Review of Trog

Trog (1970)
2/10
An Inglorious End To Crawford's Feature Film Career
3 February 2008
TROG is famous for one reason and one reason only: it was Joan Crawford's last starring role in a feature film.

Joan Crawford (1905-1977) was among Hollywood's greatest "golden age" stars. She began her career in silent films, became an overnight sensation in OUR DANCING DAUGHTERS in 1928, and went on to a career starring as leading lady in numerous classic and near-classic films of the 1930s, 1940s, and 1950s. By the 1960s, however, good roles were hard to find--until, in 1962 Crawford and long-time rival Bette Davis teamed for WHATEVER HAPPENED TO BABY JANE? The success of the film touched off a cycle of inexpensive shockers starring fading leading ladies, and with such films as STRAIT JACKET, I SAW WHAT YOU DID, and Berserk! Crawford was easily the leader of the pack.

Filmed in England, TROG sought to capitalize on Crawford's new-found fame as a "scream queen" by casting her in the role of Dr. Brockton, a famous anthropologist who captures a prehistoric troglodyte--and who, much to the annoyance of real estate developer Sam Murdock (Michael Gough), seeks to test, explore, and in general renovate him to gain knowledge of the prehistoric era. Needless to say, things go awry and Trog eventually runs amok--but not before we are treated to endless images of Crawford with blonde hair and expensive, if extremely dated and very matronly, clothes.

Say what you like about Crawford, but she never, ever gave any project less than one hundred and ten percent. When the script calls for her to be sweet, she's very sweet; when it calls for her to be emphatic, you feel it to the marrow of your bones; and when it calls for her to be angry, you suspect she could gouge your eyes out without turning a hair. Even so, Crawford herself was vocally displeased about the production. According to film lore, the budget for TROG was so low that her costumes came straight out of her own closet, and there was no dressing room in which she could change when shooting on location. In later interviews, Crawford said that she decided TROG would be her last film long before shooting wrapped: when you've reached a point where you have to change costumes in the back of your own car, it's time to go.

As for the film itself--The story is silly, the script is horrendous, and Trog himself is about as frightening as left over cafeteria banana pudding. When the film at last debuted, it was so savaged by critics and public alike that Crawford jokingly said she'd have been tempted to kill herself from embarrassment had she not recently become a Christian Scientist.

Now, in actual truth, TROG isn't any worse than a lot of other cheapie British horror films of the time.
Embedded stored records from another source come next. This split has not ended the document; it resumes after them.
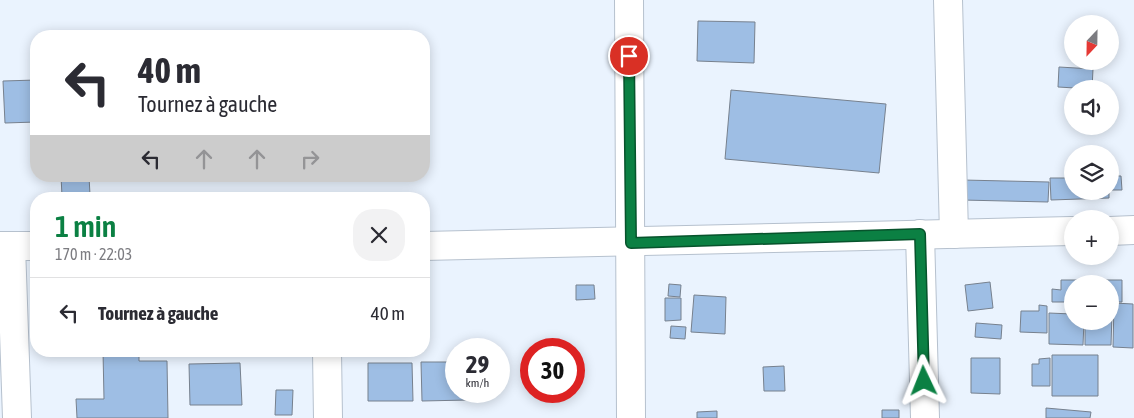 <!DOCTYPE html>
<html lang="fr">
<meta charset="utf-8">
<style>
body{margin:0;font-family:"Asap Condensed",sans-serif;background:#f2f2f3;color:#2b2b33;height:100vh;display:flex;flex-direction:column;font-size:19px;white-space:nowrap}
*{box-sizing:border-box;margin:0}
p{font-size:16px;color:#7c7c81}
.icon{flex:none;width:28px;height:28px;fill:none;stroke:currentColor;stroke-width:2;stroke-linecap:round;stroke-linejoin:round}
.map{position:relative;flex:1;overflow:hidden}
.sheet{position:absolute;left:30px;top:192px;width:400px;height:165px;display:flex;flex-direction:column;background:#fff;border-radius:20px;box-shadow:0 2px 12px #0003}
.sheet>*{flex:none}
.banner{position:absolute;left:30px;top:30px;width:400px;height:152px;border-radius:20px;box-shadow:0 2px 12px #0003;background:#fff;color:#2b2b33;overflow:hidden}
.needle{width:32px;rotate:202deg}
.fabs{position:absolute;left:1064px;top:15px;display:grid;gap:10px}
.fabs a{display:grid;place-items:center;width:55px;height:55px;border-radius:50%;background:#fff;box-shadow:0 2px 12px #0003;font-size:25px}
.speed{position:absolute;left:445px;top:338px;display:flex;gap:10px;font-size:25px;font-weight:700;text-align:center}
.speed>*{display:grid;place-content:center;width:65px;height:65px;border-radius:50%;background:#fff;box-shadow:0 2px 12px #0003;line-height:1}
.speed small{font-size:12px;font-weight:400}
.speed .limit{border:8px solid #d22;background:#fff;color:#111}
.pin{position:absolute;display:grid;place-items:center;width:42px;height:42px;color:#fff;margin:-21px;border:2px solid #fff;border-radius:50%;box-shadow:0 1px 5px #0007}
.me{position:absolute;width:55px;margin:-28px;rotate:358deg;stroke-linejoin:round;filter:drop-shadow(0 0 4px #0008)}
.turn{display:flex;align-items:center;gap:18px;height:105px;padding:0 25px;font-size:22px}
.turn .icon{width:65px;height:65px;stroke-width:2.5}
.turn b{display:block;font-size:35px;line-height:42px}
.lanes{display:flex;align-items:center;height:48px;padding:0 25px;background:#0003;justify-content:center;gap:25px;direction:ltr}
.lanes .off{opacity:.35}
.round{display:grid;place-items:center;flex:none;width:52px;height:52px;border-radius:20px;background:#f2f2f3}
.headline{display:flex;align-items:center;justify-content:space-between;height:85px;padding:0 25px}
h1{font-size:30px;font-weight:600;line-height:38px;color:#0b8043}
ul{padding:0;list-style:none}
li{display:flex;align-items:center;gap:15px;height:70px;padding:0 25px;border-top:1px solid #e1e1e2}
li div{flex:1}
li b{display:block;font-size:19px}
li em{font-style:normal}
.map>svg:first-child{display:block}
.building{fill:#9ebee4;stroke:#77818e}
.lines{fill:none;stroke-linecap:round;stroke-linejoin:round}
.minor-casing{stroke:#b6c1ce;stroke-width:30}
.highway-casing{stroke:#b6c1ce;stroke-width:30}
.minor{stroke:#fff;stroke-width:28}
.highway{stroke:#fff;stroke-width:28}
.route-casing{stroke:#07532c;stroke-width:12}
.route{stroke:#0b8043;stroke-width:9}
</style>
<div class="map">
<svg width="1134" height="418" viewBox="0 0 1134 418">
<rect width="100%" height="100%" fill="#eaf3fe"/>
<path class="building" d="M 698,21 L 755,22 L 754,63 L 697,61 Z
M 1059,67 L 1093,69 L 1092,89 L 1058,87 Z
M 36,80 L 36,122 L 5,123 L 3,81 Z
M 731,90 L 886,104 L 879,173 L 725,159 Z
M 61,176 L 89,176 L 90,195 L 62,196 Z
M 1110,176 L 1121,176 L 1122,190 L 1110,190 Z
M 1050,178 L 1072,178 L 1072,191 L 1109,191 L 1109,198 L 1051,200 Z
M 963,180 L 1049,182 L 1048,202 L 962,200 Z
M 1061,280 L 1122,280 L 1122,302 L 1110,302 L 1110,284 L 1072,284 L 1072,302 L 1052,302 L 1052,289 L 1061,290 Z
M 990,282 L 993,308 L 968,311 L 965,285 Z
M 669,284 L 681,285 L 680,297 L 668,296 Z
M 576,285 L 594,285 L 595,299 L 576,300 Z
M 694,295 L 726,297 L 725,334 L 691,332 Z
M 665,298 L 681,298 L 681,320 L 665,321 Z
M 1114,303 L 1133,304 L 1133,348 L 1113,347 Z
M 1039,305 L 1047,306 L 1047,333 L 1020,332 L 1021,311 L 1039,311 Z
M 1049,313 L 1072,314 L 1072,321 L 1084,321 L 1083,345 L 1049,344 Z
M 1110,314 L 1112,314 L 1111,345 L 1085,345 L 1085,321 L 1110,321 Z
M 976,323 L 1002,325 L 1001,339 L 975,337 Z
M 671,326 L 686,327 L 685,339 L 670,338 Z
M 73,351 L 86,351 L 86,355 L 73,354 Z
M 103,351 L 139,351 L 139,361 L 167,361 L 168,418 L 77,418 L 76,399 L 104,399 Z
M 1052,355 L 1098,355 L 1098,396 L 1052,396 Z
M 971,358 L 1000,358 L 1000,394 L 971,393 Z
M 1050,358 L 1050,386 L 1032,386 L 1032,364 L 1039,364 L 1039,359 Z
M 421,362 L 456,362 L 456,391 L 468,391 L 468,400 L 422,401 Z
M 240,363 L 242,405 L 190,405 L 189,364 Z
M 368,363 L 412,363 L 413,401 L 368,401 Z
M 784,366 L 785,391 L 764,391 L 763,367 Z
M 276,390 L 293,390 L 292,415 L 275,415 Z
M 1046,408 L 1091,412 L 1090,418 L 1046,418 Z
M 882,410 L 899,410 L 899,418 L 882,418 Z
M 717,411 L 717,418 L 697,418 L 697,412 Z"/>
<g class="lines">
<g class="minor-casing">
<path id="minor" d="M 629,0 L 631,418
M 948,0 L 954,234
M 920,234 L 925,418
M 11,246 L 17,418
M 327,351 L 328,418"/>
</g>
<g class="highway-casing">
<path id="highway" d="M 1110,231 L 1134,230
M 0,246 L 36,246
M 424,246 C 640,242 856,236 1072,231"/>
</g>
<use href="#minor" class="minor"/>
<use href="#highway" class="highway"/>
</g>
<g class="lines">
<g class="route-casing">
<path id="route" d="M 629,56 L 631,243 L 920,234 L 924,381"/>
</g>
<use href="#route" class="route"/>
</g>
</svg>
<div class="fabs">
<a><svg class="needle" viewBox="-14 -14 28 28"><path d="M0-13l5 13h-10z" fill="#e53935"/><path d="M0 13l5-13h-10z" fill="#7c7c81"/></svg></a>
<a><svg class="icon" aria-label="sound" viewBox="0 0 24 24"><path d="M4 9h4l5-4v14l-5-4H4zM17 9q2 3 0 6"/></svg></a>
<a><svg class="icon" aria-label="layers" viewBox="0 0 24 24"><path d="M12 4l9 5-9 5-9-5zM3 14l9 5 9-5"/></svg></a>
<a>+</a>
<a>−</a>
</div>
<div class="speed"><div>29<small>km/h</small></div><div class="limit">30</div></div>
<div class="pin" style="left:629px;top:56px;background:#d93025"><svg class="icon" aria-label="arrive" viewBox="0 0 24 24"><path d="M6 21V4h12l-3 4 3 4H6"/></svg></div>
<svg class="me" style="left:924px;top:381px" viewBox="-20 -20 40 40"><path d="M0-17L14 15 0 8-14 15z" fill="#0b8043" stroke="#fff" stroke-width="4"/></svg>
<div class="banner">
<div class="turn"><svg class="icon" aria-label="left" viewBox="0 0 24 24"><path d="M17 20v-9H6M10 6l-5 5 5 5"/></svg><div><b>40 m</b>Tournez à gauche</div></div>
<div class="lanes"><svg class="icon" aria-label="left" viewBox="0 0 24 24"><path d="M17 20v-9H6M10 6l-5 5 5 5"/></svg><svg class="icon off" aria-label="ahead" viewBox="0 0 24 24"><path d="M12 20V5M6 11l6-6 6 6"/></svg><svg class="icon off" aria-label="ahead" viewBox="0 0 24 24"><path d="M12 20V5M6 11l6-6 6 6"/></svg><svg class="icon off" aria-label="right" viewBox="0 0 24 24"><path d="M7 20v-9h11M14 6l5 5-5 5"/></svg></div>
</div>
<section class="sheet">
<div class="headline"><div><h1>1 min</h1><p>170 m · 22:03</p></div><a class="round"><svg class="icon" aria-label="close" viewBox="0 0 24 24"><path d="M6 6l12 12M18 6L6 18"/></svg></a></div>
<ul>
<li><svg class="icon" aria-label="left" viewBox="0 0 24 24"><path d="M17 20v-9H6M10 6l-5 5 5 5"/></svg><div><b>Tournez à gauche</b></div><em>40 m</em></li>
</ul>
</section>
</div>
But the dividing line between enjoyably bad films and unenjoyable ones seems to be pace--and even though it clocks in at around ninety minutes, TROG seems to go on forever, an endless collage of bad dialogue, aggressive performances, and uninspired everything else. It's not simply bad: it's dull. Crawford did not fade immediately into the dark following the film, doing a handful of television shows before a complete and reclusive retirement about 1972, so one can't say that TROG was so awful it ended her career; all the same, it a rather inglorious conclusion to her feature film career, to say the least.

I can't really recommend TROG, not even to die hard Crawford fans or cult movie enthusiasts. More than silly, it is just plain dull. The DVD offers the film trailer, which is actually more entertaining than the film, and a so-so widescreen edition of the film itself--but in truth, this is one you're really better off catching on the late-late show.